In research from the National Institutes of Health, aphasia had the largest negative impact on quality of life of any of 60 measured conditions, more than cancer and Alzheimer’s disease.

I’m sharing my experience to give hope to others with aphasia and to their families.

Within days of my injury, I could unstick my tongue from the roof of my mouth and create an odd sound every now and then, but I couldn’t communicate in any traditional sense. I felt like a human radio pumping out static – with sporadic bursts of clarity.
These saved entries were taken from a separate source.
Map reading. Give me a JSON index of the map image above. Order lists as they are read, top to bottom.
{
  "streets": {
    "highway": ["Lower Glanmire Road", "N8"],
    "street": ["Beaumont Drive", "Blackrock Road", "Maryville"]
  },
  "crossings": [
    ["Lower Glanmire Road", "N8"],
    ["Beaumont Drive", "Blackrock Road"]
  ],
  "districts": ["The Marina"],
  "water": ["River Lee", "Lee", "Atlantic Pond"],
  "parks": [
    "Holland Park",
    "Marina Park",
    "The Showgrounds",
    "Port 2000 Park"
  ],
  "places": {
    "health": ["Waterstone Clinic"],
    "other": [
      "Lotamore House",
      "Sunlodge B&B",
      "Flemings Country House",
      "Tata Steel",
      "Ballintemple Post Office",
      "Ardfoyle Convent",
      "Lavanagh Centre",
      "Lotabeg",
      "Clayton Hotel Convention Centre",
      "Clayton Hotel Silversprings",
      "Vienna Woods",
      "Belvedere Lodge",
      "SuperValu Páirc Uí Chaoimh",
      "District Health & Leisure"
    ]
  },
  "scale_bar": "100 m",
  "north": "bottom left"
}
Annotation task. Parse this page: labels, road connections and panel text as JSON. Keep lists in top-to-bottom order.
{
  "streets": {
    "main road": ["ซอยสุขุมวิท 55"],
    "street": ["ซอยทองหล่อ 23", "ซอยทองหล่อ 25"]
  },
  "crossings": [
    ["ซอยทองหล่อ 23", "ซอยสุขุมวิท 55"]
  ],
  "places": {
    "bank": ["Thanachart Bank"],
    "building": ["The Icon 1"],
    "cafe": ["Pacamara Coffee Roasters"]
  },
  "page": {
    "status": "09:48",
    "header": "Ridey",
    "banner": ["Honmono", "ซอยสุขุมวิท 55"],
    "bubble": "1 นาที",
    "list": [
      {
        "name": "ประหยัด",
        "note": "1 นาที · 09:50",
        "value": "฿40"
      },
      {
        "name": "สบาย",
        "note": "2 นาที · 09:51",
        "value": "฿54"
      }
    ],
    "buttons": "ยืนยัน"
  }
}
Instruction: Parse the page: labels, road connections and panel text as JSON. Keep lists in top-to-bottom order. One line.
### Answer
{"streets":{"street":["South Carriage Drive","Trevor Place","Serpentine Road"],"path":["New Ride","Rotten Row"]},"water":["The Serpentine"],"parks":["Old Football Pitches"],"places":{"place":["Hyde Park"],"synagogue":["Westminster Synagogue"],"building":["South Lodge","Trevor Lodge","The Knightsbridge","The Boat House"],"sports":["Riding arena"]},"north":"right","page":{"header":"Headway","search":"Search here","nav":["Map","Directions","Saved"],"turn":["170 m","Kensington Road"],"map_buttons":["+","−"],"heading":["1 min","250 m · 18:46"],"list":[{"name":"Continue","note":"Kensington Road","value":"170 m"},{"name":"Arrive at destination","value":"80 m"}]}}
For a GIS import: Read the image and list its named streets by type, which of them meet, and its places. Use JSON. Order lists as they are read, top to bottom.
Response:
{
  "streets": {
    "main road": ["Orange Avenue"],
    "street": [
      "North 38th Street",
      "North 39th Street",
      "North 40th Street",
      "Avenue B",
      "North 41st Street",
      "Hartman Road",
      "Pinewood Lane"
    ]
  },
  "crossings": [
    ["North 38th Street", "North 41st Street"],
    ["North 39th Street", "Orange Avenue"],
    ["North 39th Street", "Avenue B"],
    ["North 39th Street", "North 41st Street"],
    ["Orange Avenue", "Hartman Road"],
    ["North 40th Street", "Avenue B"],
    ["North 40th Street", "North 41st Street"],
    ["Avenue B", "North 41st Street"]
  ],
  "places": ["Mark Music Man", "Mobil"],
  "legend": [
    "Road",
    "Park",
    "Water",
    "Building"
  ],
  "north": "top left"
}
When I was asked to point to a picture of a teapot, an apple, an elephant, my adrenaline kicked in, my breathing got faster, my heart rate got faster, and I started to sweat. Sometimes I just pointed to my head. The odds of a sinkhole opening within me were approximately equal to the odds that I’d find the right word at the right time, something I’d done with ease before the accident as a professional freelance writer.

I couldn’t navigate the smallest space or the smallest thing. None of the tools I had used before made any sense. Not words or places or names or directions or signs on bathroom doors. It’s hard to navigate when you can’t decipher anything on your desktop or phone and can’t tell anyone that you can’t.

I pointed to a chair because I couldn’t say “chair.” I mimed drinking from a bottle because I couldn’t find the word “bottle” or “water” or “thirsty” or “drink.” I spoke, if I spoke at all, with an urgency bordering on panic. In the first year after the accident, once I began to put words together, I said things like “white stuff sky,” which meant snow, or “cow thing pants,” which meant belt.

My condition still interferes with my life, although not the way it did in those early days. But it flares up when I have to be somewhere I can’t find or do something I can’t do or say something I can’t say.

More than 16 years after the accident, I can have one conversation every two or three days. Then I wilt. I still want to hide my mind, or at least the damaged part.

Most of my recovery grew from my own self-devised therapies.

About a year after the accident, I began listening to audiobooks, one sentence at a time. I would pause, replay, pause, replay and try to repeat the words. Although I’m no longer doing that, I can still only “read” audiobooks. I also long ago began writing anything I could recall on any surface I could find. I stuffed scraps in brown paper shopping bags, then began to build a book.

People living with aphasia are the real experts on this often overlooked condition, but we rarely hear their voices. It’s hard to speak up when you can’t speak.

Although some sources give the number of Americans with aphasia as at least 2 million, Swathi Kiran, the director of the Aphasia Research Laboratory at Boston University, says that number represents only aphasia caused by stroke.

The nonprofit organization AphasiaAccess says that, every approximately four minutes, someone in the United States acquires aphasia, and that as many as 4 million Americans may have the condition.

Tests say they quantify cognition, but I would say they quantify only what we can say, which is not the same as what we know or feel. We need words for that, plus neural functions, synapses and soul.

The boundaries between “able” and “disabled” are fluid, not fixed. Sometimes you’re able, sometimes you’re not, depending on what’s going on inside you and around you at any given time. It’s hard to learn your limitations when they change every few moments.

Aphasia cannot be described or prescribed with one set of secrets or tactics or remedies. The damage from aphasia is variable and involves different deficits unique to each person.

The one constant is how hard those of us with aphasia work to achieve even small results.

Judith Hannah Weiss is a freelance writer and the author of an as-yet-unpublished memoir titled “Away With Words.”